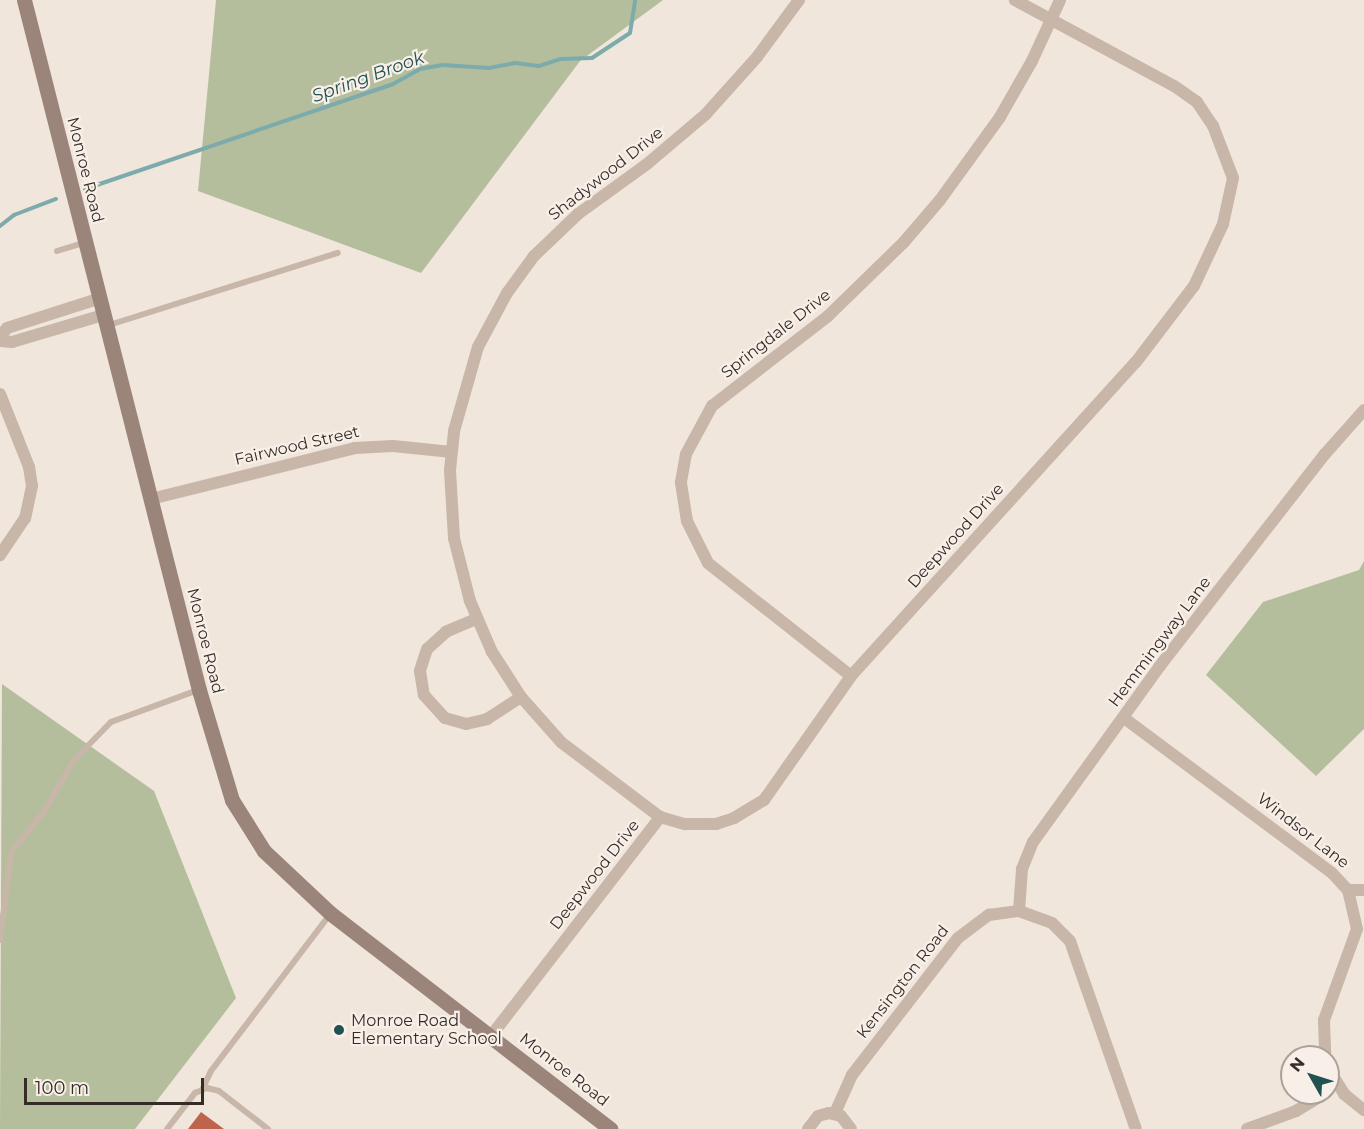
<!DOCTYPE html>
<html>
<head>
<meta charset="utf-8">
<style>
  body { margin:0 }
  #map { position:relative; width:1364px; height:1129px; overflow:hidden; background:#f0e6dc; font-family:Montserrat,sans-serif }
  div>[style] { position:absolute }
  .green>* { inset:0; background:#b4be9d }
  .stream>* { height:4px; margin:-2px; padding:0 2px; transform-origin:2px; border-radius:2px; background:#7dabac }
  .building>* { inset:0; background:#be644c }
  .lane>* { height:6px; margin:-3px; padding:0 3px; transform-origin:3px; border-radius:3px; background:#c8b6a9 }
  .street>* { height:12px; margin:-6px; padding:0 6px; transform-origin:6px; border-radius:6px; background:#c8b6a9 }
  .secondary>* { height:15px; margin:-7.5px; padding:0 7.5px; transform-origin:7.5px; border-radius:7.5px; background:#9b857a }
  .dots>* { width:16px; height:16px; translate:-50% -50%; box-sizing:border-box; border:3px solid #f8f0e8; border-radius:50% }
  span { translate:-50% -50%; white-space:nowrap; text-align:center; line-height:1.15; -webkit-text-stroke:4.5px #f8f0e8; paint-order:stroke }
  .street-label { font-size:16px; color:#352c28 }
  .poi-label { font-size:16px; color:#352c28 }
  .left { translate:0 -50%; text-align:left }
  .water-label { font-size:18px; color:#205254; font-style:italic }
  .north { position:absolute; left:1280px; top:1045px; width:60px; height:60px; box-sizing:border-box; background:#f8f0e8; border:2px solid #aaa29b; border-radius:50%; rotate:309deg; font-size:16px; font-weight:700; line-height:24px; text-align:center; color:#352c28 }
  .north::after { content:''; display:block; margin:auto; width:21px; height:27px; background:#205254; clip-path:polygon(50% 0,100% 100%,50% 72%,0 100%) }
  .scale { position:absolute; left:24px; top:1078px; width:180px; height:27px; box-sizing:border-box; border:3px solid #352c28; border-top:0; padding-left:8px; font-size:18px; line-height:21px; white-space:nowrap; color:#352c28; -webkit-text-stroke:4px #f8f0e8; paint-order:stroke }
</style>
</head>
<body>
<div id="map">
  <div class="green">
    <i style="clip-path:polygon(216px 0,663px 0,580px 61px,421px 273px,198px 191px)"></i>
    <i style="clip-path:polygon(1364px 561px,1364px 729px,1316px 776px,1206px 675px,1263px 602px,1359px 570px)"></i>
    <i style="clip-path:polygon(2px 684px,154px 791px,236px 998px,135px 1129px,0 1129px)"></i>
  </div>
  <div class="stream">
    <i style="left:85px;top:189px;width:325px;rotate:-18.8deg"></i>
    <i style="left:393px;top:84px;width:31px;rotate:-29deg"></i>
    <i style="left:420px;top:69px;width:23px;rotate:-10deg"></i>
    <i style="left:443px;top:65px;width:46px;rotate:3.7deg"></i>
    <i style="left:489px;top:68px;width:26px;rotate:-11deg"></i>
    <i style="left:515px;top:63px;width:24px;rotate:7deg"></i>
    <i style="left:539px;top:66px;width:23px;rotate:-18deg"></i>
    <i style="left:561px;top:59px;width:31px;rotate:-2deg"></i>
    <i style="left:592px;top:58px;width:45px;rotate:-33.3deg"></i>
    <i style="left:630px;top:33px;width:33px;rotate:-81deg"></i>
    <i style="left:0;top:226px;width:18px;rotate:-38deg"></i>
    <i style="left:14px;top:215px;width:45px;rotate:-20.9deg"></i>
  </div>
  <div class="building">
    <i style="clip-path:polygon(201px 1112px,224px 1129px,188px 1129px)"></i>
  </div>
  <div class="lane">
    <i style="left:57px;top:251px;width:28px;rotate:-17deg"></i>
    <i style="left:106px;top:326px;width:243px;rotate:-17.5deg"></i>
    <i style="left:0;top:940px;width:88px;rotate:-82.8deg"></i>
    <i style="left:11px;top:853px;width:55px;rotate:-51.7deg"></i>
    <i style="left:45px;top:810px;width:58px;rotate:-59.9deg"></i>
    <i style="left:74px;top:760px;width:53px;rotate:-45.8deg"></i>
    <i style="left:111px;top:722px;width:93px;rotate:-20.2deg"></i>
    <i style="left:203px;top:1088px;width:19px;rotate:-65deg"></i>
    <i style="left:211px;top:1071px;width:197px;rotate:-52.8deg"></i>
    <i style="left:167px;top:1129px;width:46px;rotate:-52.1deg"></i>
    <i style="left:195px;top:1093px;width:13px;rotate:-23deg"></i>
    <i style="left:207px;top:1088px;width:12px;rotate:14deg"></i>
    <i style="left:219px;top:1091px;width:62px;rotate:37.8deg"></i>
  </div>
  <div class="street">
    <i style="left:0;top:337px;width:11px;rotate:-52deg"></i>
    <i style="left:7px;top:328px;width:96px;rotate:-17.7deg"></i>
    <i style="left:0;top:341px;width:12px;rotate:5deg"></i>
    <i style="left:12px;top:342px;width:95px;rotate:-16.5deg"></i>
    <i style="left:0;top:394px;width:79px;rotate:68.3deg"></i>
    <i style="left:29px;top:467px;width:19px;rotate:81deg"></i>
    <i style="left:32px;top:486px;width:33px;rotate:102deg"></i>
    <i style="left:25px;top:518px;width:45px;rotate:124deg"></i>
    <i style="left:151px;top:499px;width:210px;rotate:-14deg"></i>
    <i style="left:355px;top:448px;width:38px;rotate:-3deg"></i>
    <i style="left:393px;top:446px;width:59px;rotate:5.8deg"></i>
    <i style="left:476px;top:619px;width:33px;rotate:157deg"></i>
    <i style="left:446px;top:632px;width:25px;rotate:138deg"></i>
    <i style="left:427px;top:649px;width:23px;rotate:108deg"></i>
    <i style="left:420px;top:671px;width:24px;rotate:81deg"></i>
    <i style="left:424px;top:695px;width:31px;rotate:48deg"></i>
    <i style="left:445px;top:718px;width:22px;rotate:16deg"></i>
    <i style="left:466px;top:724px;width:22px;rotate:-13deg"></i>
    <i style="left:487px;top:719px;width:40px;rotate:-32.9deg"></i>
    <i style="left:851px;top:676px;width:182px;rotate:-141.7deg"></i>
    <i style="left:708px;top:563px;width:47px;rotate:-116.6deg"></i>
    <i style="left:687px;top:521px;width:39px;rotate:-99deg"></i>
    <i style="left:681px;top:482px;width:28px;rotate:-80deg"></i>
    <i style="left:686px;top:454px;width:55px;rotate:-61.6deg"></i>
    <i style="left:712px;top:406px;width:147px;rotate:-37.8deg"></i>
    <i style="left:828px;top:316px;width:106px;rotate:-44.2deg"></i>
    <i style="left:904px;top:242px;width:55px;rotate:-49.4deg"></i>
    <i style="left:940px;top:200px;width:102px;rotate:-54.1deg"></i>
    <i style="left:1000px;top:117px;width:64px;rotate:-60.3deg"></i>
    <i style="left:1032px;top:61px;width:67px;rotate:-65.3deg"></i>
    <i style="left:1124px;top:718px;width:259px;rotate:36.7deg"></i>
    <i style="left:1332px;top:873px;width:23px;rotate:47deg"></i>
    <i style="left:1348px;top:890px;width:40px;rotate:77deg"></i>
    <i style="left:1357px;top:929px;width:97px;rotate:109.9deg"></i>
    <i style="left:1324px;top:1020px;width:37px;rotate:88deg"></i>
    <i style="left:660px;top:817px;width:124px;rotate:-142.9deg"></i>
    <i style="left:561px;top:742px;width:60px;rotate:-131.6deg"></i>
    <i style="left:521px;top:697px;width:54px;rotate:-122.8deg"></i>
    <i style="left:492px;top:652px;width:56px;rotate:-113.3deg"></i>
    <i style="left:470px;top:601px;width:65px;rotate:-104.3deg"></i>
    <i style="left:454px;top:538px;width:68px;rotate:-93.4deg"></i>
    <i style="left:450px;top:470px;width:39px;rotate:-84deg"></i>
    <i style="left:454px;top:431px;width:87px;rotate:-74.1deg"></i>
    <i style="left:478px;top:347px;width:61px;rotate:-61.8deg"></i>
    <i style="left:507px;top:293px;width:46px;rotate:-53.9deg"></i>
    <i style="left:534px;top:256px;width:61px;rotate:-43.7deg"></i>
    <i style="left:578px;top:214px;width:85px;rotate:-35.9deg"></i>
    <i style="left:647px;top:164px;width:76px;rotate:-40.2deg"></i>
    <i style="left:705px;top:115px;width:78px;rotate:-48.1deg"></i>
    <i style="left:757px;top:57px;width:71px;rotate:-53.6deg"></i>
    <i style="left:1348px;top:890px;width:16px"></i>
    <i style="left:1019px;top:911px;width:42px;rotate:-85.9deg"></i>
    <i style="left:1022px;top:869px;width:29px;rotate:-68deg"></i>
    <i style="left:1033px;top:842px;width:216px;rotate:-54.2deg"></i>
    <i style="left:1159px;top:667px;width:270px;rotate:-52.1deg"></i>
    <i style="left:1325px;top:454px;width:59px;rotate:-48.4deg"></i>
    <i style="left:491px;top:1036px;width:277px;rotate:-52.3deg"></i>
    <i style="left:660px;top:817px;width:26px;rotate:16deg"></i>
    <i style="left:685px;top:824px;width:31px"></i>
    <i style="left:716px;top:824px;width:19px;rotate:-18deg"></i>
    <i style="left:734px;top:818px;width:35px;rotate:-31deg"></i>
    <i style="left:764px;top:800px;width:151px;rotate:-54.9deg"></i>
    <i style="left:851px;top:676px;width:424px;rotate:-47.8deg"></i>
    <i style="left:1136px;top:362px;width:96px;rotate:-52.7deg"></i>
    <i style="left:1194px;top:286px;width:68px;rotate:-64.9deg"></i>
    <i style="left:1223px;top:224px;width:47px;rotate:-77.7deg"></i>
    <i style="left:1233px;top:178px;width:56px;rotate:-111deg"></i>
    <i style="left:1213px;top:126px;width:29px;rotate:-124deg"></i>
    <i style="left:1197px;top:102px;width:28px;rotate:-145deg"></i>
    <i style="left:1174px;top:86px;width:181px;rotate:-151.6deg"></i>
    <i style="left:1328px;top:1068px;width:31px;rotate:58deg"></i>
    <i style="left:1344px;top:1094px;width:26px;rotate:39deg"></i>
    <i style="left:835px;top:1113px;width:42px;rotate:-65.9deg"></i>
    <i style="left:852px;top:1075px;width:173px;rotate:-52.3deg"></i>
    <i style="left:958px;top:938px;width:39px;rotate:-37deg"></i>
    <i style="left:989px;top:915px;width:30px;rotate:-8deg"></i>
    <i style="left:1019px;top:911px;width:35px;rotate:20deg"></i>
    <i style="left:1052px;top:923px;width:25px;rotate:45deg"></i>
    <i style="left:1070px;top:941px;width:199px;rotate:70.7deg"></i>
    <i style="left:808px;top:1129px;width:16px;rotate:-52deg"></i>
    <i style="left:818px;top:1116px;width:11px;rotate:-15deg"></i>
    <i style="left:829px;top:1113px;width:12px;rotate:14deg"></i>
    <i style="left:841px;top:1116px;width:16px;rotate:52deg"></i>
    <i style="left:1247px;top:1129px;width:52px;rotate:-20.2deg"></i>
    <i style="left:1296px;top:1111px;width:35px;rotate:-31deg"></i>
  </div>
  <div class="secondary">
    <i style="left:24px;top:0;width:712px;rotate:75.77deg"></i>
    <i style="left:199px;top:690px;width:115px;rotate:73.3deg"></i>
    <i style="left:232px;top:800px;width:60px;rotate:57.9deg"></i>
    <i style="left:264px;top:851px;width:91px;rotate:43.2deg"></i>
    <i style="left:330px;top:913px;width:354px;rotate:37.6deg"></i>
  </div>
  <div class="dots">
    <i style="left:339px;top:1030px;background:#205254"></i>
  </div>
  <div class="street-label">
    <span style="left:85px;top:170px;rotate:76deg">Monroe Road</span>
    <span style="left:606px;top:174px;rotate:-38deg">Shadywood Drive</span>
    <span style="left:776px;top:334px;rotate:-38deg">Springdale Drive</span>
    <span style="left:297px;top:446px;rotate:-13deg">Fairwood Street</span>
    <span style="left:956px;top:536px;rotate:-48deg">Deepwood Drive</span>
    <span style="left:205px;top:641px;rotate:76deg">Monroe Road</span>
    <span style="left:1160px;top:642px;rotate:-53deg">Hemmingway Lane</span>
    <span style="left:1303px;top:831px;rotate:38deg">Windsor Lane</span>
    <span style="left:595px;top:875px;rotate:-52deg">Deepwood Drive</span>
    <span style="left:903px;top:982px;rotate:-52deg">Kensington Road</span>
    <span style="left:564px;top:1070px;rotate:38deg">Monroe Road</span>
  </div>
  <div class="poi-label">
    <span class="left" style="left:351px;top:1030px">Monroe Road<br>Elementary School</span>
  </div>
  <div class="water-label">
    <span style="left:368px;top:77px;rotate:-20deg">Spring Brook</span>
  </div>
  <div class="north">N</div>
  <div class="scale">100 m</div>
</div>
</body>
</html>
__________________________________________________
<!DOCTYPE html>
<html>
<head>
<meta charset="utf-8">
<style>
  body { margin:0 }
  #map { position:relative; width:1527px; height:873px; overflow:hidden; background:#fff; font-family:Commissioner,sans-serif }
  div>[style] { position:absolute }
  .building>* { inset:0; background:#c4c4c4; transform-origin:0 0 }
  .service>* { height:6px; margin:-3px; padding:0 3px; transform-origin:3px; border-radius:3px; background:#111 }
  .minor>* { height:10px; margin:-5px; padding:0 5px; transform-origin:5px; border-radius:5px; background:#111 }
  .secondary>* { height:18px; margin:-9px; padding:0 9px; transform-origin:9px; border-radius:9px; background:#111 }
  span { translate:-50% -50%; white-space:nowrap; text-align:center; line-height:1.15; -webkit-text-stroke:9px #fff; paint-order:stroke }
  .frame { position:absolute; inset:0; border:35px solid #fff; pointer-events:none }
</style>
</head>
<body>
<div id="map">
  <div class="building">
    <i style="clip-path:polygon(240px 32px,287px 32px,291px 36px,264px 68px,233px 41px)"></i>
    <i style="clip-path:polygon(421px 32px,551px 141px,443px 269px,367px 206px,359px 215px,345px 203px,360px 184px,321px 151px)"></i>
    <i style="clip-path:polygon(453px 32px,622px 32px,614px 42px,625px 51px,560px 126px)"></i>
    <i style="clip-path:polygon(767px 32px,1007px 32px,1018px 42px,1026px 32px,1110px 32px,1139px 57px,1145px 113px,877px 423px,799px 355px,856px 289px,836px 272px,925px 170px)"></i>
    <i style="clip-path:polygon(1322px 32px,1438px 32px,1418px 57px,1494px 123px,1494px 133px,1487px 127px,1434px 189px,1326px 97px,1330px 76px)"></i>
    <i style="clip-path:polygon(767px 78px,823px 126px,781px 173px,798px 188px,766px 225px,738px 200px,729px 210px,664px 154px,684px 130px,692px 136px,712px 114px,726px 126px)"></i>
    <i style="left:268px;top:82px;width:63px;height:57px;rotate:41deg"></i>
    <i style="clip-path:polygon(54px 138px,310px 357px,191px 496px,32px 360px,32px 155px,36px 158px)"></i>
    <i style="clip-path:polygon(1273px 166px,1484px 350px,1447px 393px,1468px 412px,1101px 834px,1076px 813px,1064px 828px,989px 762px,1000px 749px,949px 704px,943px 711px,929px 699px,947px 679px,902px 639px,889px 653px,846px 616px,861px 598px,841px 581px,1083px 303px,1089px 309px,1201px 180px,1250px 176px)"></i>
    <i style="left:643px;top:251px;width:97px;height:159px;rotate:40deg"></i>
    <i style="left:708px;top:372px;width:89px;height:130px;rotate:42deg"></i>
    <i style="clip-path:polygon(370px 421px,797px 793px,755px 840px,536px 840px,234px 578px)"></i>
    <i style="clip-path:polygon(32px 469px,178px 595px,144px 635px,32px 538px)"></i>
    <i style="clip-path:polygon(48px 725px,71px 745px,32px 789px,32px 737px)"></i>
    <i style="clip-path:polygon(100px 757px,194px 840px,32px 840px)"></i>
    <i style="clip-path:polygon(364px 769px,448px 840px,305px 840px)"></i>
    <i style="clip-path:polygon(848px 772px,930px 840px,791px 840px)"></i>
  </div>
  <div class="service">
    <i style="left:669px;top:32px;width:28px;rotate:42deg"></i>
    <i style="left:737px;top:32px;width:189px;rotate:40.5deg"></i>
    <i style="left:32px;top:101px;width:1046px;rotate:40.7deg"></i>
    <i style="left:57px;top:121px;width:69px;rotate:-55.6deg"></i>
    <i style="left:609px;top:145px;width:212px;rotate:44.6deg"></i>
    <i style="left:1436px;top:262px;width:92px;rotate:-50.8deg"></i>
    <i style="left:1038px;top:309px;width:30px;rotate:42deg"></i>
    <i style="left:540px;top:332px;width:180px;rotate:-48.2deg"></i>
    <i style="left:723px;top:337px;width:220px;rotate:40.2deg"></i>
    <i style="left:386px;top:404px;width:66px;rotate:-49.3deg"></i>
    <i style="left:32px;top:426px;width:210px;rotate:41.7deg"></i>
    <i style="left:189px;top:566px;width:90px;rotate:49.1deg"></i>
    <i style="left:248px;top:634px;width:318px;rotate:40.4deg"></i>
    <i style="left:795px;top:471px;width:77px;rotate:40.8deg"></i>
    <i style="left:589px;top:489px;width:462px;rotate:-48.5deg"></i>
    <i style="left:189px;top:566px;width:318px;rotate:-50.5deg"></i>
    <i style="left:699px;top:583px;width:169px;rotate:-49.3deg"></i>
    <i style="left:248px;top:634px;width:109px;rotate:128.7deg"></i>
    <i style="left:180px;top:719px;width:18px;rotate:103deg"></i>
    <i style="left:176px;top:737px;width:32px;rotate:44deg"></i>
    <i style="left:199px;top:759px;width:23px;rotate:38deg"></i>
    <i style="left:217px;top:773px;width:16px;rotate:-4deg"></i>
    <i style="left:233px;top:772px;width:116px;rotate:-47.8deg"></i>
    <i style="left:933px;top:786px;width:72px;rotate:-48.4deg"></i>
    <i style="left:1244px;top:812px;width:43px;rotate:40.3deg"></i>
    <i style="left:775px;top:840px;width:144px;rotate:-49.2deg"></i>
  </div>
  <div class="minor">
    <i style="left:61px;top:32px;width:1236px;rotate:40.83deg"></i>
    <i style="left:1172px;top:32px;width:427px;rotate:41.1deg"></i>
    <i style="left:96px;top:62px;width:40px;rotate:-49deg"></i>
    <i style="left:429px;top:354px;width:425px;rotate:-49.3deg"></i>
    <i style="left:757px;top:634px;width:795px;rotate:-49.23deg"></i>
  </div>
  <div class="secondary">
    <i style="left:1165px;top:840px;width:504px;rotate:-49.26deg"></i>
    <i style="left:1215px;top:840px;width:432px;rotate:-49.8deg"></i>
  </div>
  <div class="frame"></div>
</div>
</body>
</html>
__________________________________________________
Copy out, exactly and alone, the lines of the entries above between the ones holding "height:4px; margin:-2px; padding:0" and "position:absolute; left:1280px; top:1045px;", inclusive.

* _Written response_:
  .stream>* { height:4px; margin:-2px; padding:0 2px; transform-origin:2px; border-radius:2px; background:#7dabac }
  .building>* { inset:0; background:#be644c }
  .lane>* { height:6px; margin:-3px; padding:0 3px; transform-origin:3px; border-radius:3px; background:#c8b6a9 }
  .street>* { height:12px; margin:-6px; padding:0 6px; transform-origin:6px; border-radius:6px; background:#c8b6a9 }
  .secondary>* { height:15px; margin:-7.5px; padding:0 7.5px; transform-origin:7.5px; border-radius:7.5px; background:#9b857a }
  .dots>* { width:16px; height:16px; translate:-50% -50%; box-sizing:border-box; border:3px solid #f8f0e8; border-radius:50% }
  span { translate:-50% -50%; white-space:nowrap; text-align:center; line-height:1.15; -webkit-text-stroke:4.5px #f8f0e8; paint-order:stroke }
  .street-label { font-size:16px; color:#352c28 }
  .poi-label { font-size:16px; color:#352c28 }
  .left { translate:0 -50%; text-align:left }
  .water-label { font-size:18px; color:#205254; font-style:italic }
  .north { position:absolute; left:1280px; top:1045px; width:60px; height:60px; box-sizing:border-box; background:#f8f0e8; border:2px solid #aaa29b; border-radius:50%; rotate:309deg; font-size:16px; font-weight:700; line-height:24px; text-align:center; color:#352c28 }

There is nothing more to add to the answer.